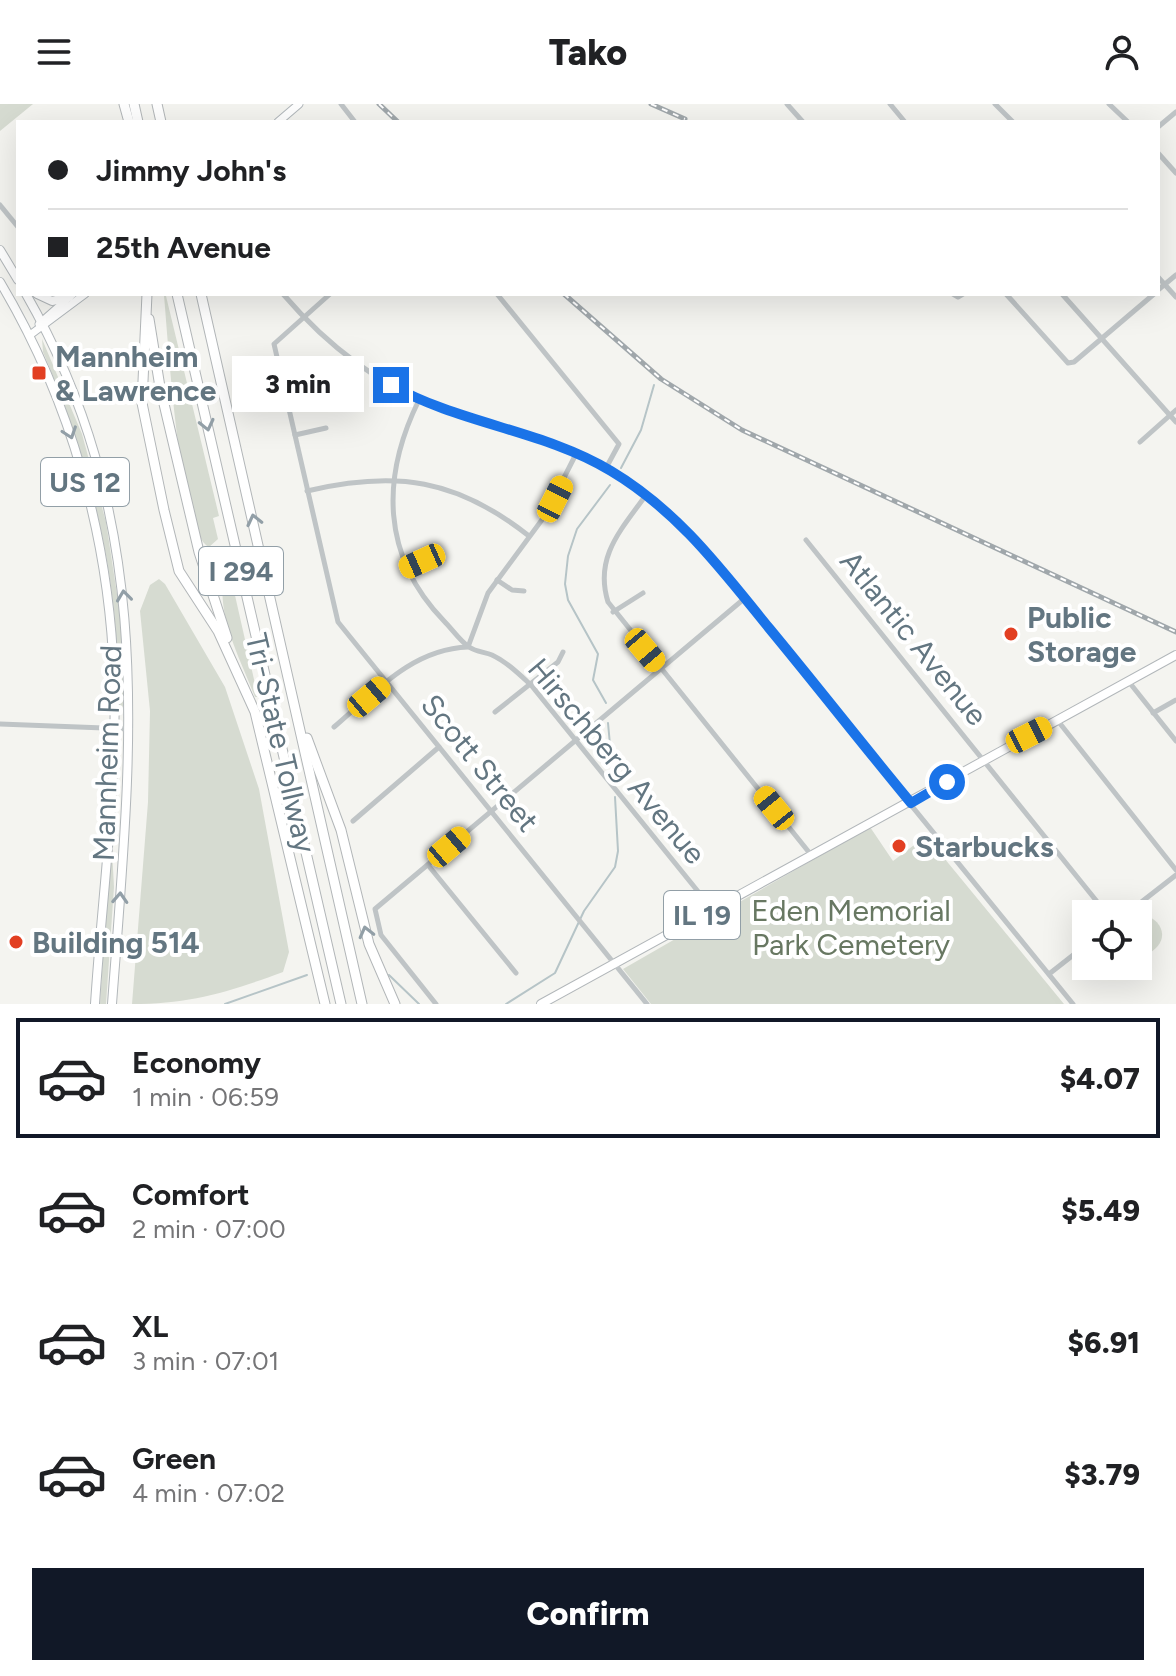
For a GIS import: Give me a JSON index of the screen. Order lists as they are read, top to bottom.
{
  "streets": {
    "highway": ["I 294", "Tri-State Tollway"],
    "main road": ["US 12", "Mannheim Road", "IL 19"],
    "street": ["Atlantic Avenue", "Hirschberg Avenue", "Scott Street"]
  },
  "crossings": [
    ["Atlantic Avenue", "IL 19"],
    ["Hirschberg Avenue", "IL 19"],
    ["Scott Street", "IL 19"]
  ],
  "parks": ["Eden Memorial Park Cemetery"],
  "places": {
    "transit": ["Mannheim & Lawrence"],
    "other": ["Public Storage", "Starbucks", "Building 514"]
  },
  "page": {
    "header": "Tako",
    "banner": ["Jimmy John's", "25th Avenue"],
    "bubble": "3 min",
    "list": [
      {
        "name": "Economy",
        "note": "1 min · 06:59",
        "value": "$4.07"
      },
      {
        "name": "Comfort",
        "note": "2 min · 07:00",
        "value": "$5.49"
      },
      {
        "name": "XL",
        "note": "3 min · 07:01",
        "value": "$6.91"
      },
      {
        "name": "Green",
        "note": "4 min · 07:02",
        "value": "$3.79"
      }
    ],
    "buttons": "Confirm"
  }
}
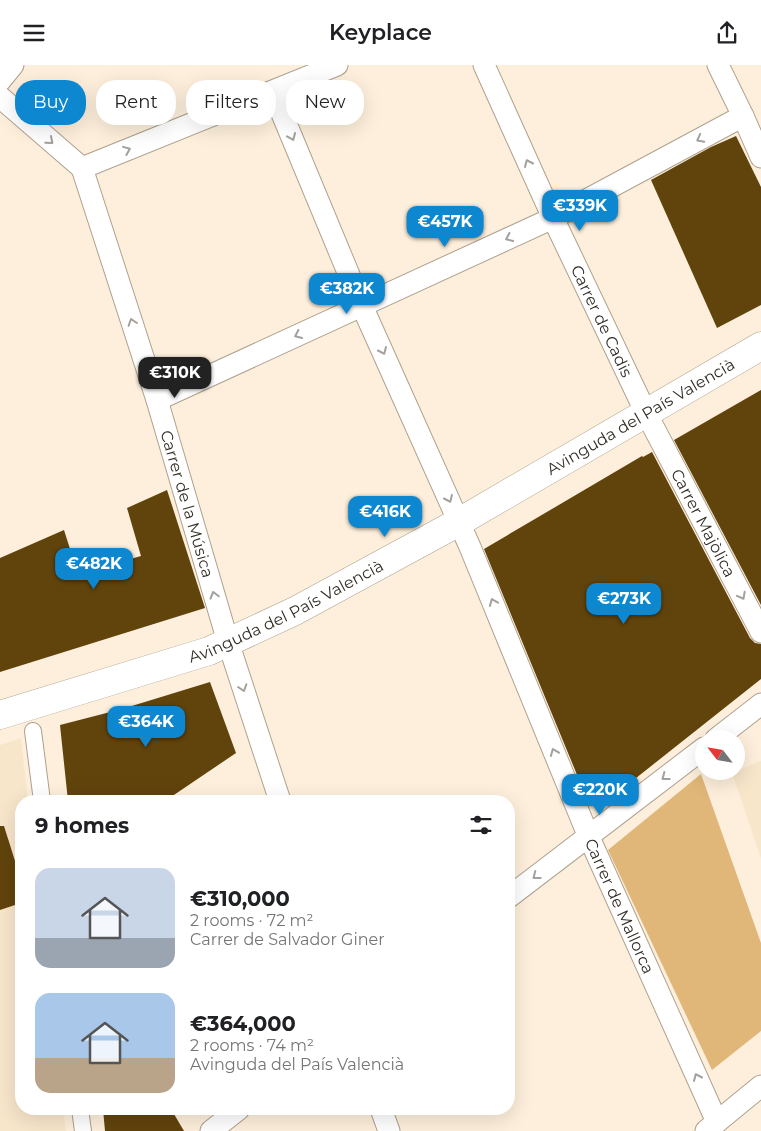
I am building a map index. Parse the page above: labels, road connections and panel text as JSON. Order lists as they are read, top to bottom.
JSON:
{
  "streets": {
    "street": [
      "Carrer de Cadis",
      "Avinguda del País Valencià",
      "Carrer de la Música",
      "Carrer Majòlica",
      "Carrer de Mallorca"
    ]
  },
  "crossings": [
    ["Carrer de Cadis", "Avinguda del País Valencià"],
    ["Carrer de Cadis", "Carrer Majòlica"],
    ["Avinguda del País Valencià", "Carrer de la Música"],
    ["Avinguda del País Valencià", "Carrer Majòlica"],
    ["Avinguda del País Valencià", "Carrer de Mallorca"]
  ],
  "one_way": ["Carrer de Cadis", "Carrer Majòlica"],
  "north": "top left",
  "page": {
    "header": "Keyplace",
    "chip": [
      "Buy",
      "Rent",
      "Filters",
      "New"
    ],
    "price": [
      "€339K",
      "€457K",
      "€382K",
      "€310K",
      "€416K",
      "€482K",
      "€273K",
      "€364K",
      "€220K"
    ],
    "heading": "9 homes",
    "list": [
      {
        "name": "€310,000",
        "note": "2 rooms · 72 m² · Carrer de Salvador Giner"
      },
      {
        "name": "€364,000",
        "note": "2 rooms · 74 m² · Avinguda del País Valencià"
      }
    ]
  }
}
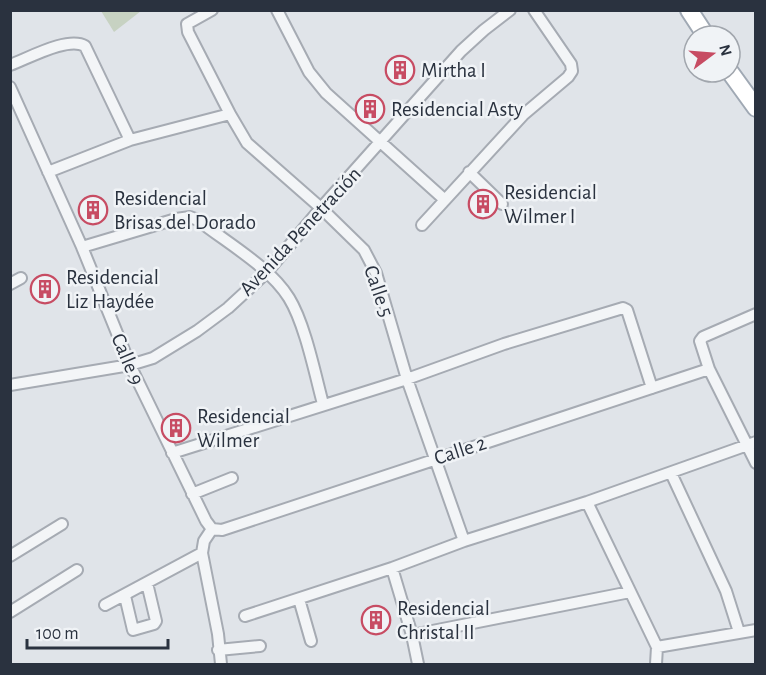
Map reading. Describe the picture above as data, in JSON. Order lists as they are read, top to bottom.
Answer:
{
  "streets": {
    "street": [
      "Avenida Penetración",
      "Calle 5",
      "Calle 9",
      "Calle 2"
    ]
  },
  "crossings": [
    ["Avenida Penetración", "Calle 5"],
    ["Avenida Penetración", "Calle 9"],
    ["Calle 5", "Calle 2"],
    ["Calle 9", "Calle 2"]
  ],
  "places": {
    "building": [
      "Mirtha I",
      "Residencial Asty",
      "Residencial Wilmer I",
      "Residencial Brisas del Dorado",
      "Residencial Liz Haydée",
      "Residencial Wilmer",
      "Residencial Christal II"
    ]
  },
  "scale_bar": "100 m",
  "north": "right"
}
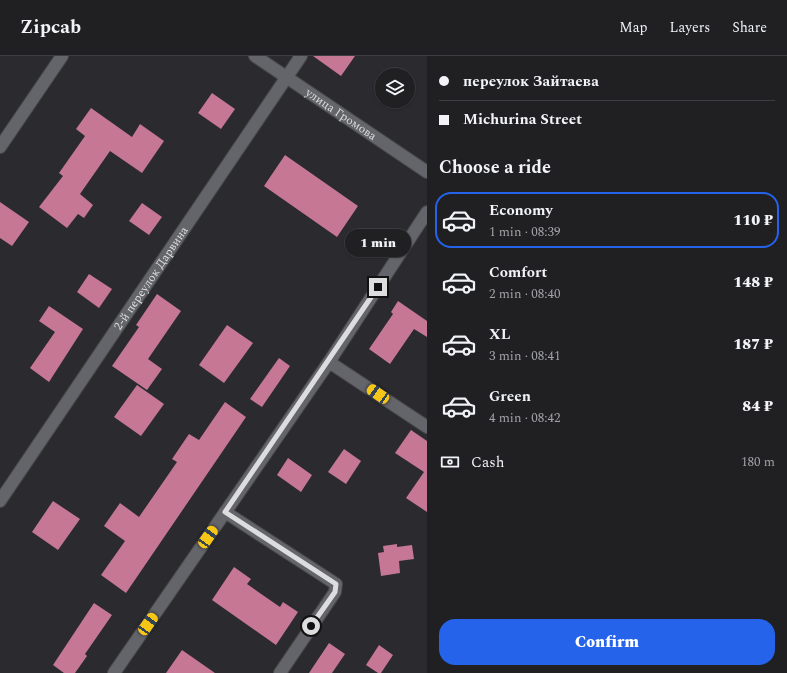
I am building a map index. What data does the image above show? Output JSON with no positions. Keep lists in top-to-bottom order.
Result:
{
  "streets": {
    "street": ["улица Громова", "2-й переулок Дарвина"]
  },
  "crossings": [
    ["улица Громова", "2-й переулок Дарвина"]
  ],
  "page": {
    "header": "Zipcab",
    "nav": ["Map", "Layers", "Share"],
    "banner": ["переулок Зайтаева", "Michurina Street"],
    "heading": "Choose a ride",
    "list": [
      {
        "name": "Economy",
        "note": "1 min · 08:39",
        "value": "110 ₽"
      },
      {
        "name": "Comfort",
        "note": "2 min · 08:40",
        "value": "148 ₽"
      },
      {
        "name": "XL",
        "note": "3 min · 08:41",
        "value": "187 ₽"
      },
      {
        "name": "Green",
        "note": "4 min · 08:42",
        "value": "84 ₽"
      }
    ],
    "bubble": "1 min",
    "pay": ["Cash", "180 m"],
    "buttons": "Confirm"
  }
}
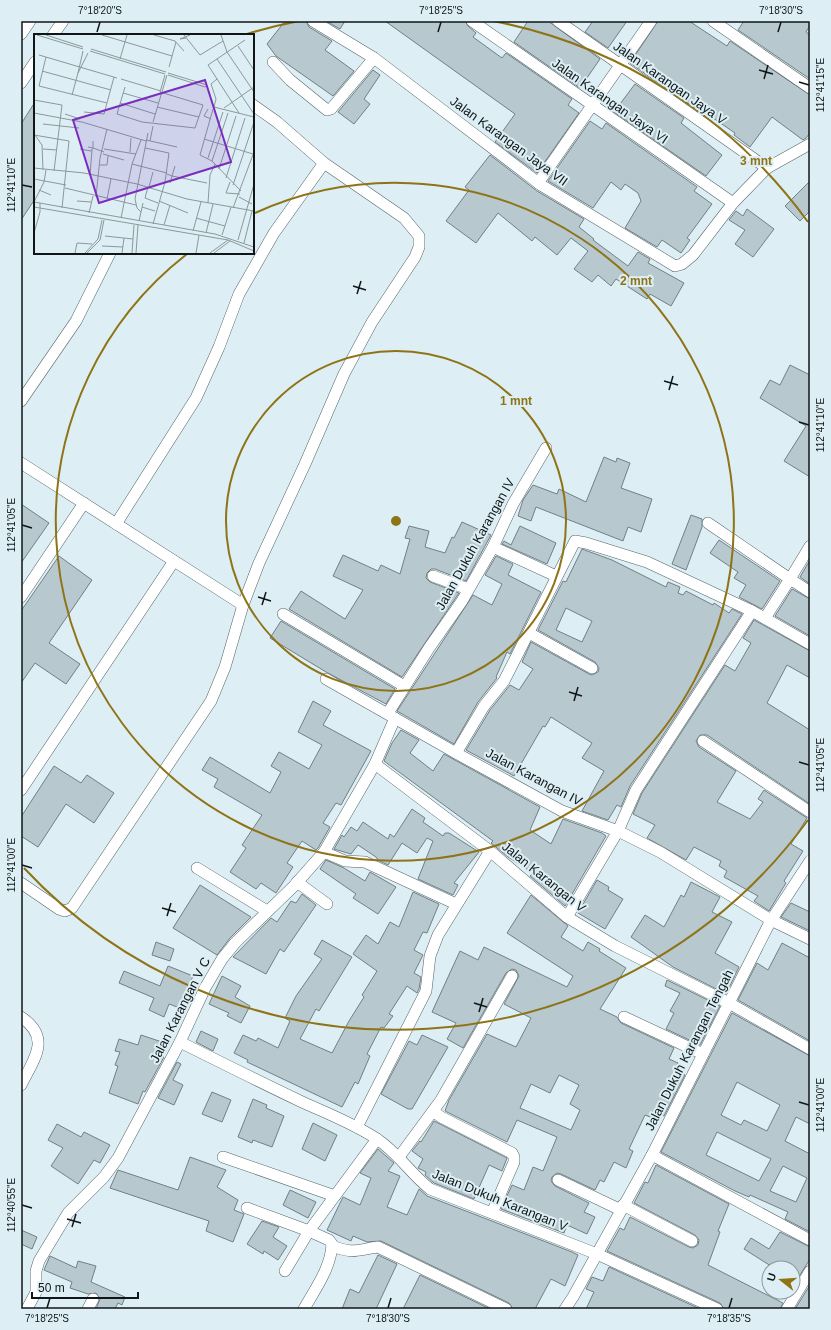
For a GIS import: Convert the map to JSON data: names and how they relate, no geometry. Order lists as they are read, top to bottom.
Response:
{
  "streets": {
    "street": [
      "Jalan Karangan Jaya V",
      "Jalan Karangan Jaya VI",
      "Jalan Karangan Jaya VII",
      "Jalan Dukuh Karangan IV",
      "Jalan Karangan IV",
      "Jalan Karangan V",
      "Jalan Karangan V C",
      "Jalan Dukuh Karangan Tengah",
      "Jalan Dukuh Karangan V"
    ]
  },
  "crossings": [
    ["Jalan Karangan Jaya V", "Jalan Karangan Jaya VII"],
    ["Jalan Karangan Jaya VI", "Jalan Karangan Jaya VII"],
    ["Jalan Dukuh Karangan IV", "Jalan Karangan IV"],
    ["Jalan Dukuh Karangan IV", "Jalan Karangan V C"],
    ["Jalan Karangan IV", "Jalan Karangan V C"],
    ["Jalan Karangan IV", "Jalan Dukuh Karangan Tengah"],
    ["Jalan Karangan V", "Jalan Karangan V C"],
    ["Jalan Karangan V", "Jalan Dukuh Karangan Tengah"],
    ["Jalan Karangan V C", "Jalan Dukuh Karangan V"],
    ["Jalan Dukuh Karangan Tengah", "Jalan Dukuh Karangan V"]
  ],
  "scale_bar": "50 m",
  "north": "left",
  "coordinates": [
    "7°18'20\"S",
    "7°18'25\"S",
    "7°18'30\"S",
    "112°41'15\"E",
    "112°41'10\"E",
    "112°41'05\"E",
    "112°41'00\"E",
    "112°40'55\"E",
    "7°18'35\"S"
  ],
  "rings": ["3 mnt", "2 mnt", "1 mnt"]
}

----------------

Task goal: Once you have found every line in the listing that holds the string "import", copy each of them.

Solved problem:
For a GIS import: Give me a JSON index of the screen. Order lists as they are read, top to bottom.
For a GIS import: Convert the map to JSON data: names and how they relate, no geometry. Order lists as they are read, top to bottom.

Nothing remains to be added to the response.